Pictured: Muppandal Wind Farm, India

These figures are headline takeaways from the professional services giant’s new report on financing the green energy transition. Released on Tuesday (28 November), the report assesses the current and likely future funding gap, as well as providing solutions that could reduce the cost of the transition.

On the funding gap, the report warns that up to £5.6trn is needed each year through 2050 on a global basis, up from £1.6bn at present.

But around a quarter of the cumulative costs, equal to around £40trn, could be avoided if concerted action is taken to unlock finance at scale in short and medium term.

Moreover, these costs would be far below those that would result from a global failure to limit the temperature increase on pre-industrial levels below 3C.

Deloitte found that renewable energy and alternative fuel projects tend to suffer from underinvestment and high required return rates because private investors believe they can be risky.

This is the case for emerging technologies, like carbon capture and hydrogen, in many markets including wealthy nations. Here, there is a role for governments de-risk investments, through interventions such as blended finance mechanisms or auction schemes.
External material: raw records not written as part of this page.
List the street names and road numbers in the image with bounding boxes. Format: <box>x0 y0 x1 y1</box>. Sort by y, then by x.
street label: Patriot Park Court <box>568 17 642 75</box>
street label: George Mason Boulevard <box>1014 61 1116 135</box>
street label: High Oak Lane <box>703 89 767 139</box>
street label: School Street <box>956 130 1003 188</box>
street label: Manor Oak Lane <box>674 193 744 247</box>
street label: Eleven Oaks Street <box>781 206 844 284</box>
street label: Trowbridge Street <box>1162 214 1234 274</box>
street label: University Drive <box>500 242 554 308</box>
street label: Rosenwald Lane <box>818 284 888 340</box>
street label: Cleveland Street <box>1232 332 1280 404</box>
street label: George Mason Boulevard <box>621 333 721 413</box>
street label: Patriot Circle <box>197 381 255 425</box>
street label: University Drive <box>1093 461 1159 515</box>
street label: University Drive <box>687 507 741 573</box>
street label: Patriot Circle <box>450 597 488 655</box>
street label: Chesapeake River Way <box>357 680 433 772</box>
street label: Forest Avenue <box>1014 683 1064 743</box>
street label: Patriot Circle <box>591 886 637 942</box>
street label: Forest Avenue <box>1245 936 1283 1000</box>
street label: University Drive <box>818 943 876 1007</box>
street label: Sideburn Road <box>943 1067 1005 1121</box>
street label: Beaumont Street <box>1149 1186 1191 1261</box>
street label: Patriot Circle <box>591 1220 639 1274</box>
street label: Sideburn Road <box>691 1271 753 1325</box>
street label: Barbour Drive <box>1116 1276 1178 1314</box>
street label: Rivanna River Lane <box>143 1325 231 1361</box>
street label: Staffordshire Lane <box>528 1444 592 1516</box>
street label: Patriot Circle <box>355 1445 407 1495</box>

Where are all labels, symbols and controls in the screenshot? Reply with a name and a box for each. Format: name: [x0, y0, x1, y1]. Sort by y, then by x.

And, in emerging and developing economies, investors see enhanced risk even in mature technologies like wind and solar farms. Deloitte found that less than half of the investments it tracked were made in these economies last year when the share will need to be 70% by 2030 to ensure that these nations do not rely on fossil fuels for economic development.

This under-funding of clean energy in the Global South has already been repeatedly highlighted by the International Energy Agency (IEA).
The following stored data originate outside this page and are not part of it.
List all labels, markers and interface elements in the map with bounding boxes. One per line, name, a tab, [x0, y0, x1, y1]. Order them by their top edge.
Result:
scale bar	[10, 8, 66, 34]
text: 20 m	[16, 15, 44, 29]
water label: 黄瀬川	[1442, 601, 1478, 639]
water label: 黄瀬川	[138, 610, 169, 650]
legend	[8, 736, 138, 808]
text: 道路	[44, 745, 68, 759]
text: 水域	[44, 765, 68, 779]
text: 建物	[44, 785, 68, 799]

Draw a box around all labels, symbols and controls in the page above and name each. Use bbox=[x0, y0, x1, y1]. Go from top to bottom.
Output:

Deloitt’s global sustainability leader for the financial services industry, Hans-Juergen Walter, said: “To further lighten the financial burden on the Global South, governments, financial institutions, and international organizations must implement concessional finance—a loan made on more favorable terms than the borrower could obtain in the market—through innovative financing structures that mobilize private capital for climate action.

“Major financial institutions, such as development banks and multilateral funds, play a pivotal role in this context.”

Most finance made for climate action in emerging and developing nations to date has been in the form of loans. Being locked into unfavorable payback terms has only worsened the economic state of some nations.

Last winter at COP27, Barbados’s Prime Minister Mia Mottley kick-started a programme of work to reform how multilateral development banks provide finance for the low-carbon transition and climate adaptation.

Net-Zero Industry Tracker

Deloitte’s report covers the energy needed to decarbonise electricity, building heating, transport and also industrial processes.

On the latter, the World Economic Forum (WEF) has called for “dramatic” action to scale investment to close an “emissions canyon” in eight hard-to-abate sectors including steel, cement, aluminium and shipping. Emissions from these sectors have grown by 8% in the past three years alone and future increases could jeaprodise the delivery of the Paris Agreement.

The WEF’s new Net-Zero Industry Tracker concludes that $13.5trn (£10.6trn) of investment is needed in these industries through to 2050, largely to support technologies that are not yet commercially mature and are not likely to be available at scale until at least 2030.

Investments need to be made now in R&D for things like clean hydrogen, alternative fuels and electrifying processes. There is also much opportunity for investment in energy efficiency.

According to the report, carbon pricing, tax subsidies, public procurement and development of strong business cases can help to unlock finance for existing technologies.

As was the case with Deloitte’s report, the WEF acknowledges that some wealthy economies such as the US and EU are enacting large-scale policy measures to bring down cleantech costs and address other practical barriers. But it warns that emerging economies will need support to follow suit, especially as they are set to account for a larger share of future energy demand for industrial processes.

Another warning surrounds emerging technologies. The WEF states that it could be challenging in the macroeconomic climate to raise capital for unproven solutions. Institutional investors, multilateral development banks and governments are called upon to help reduce risk.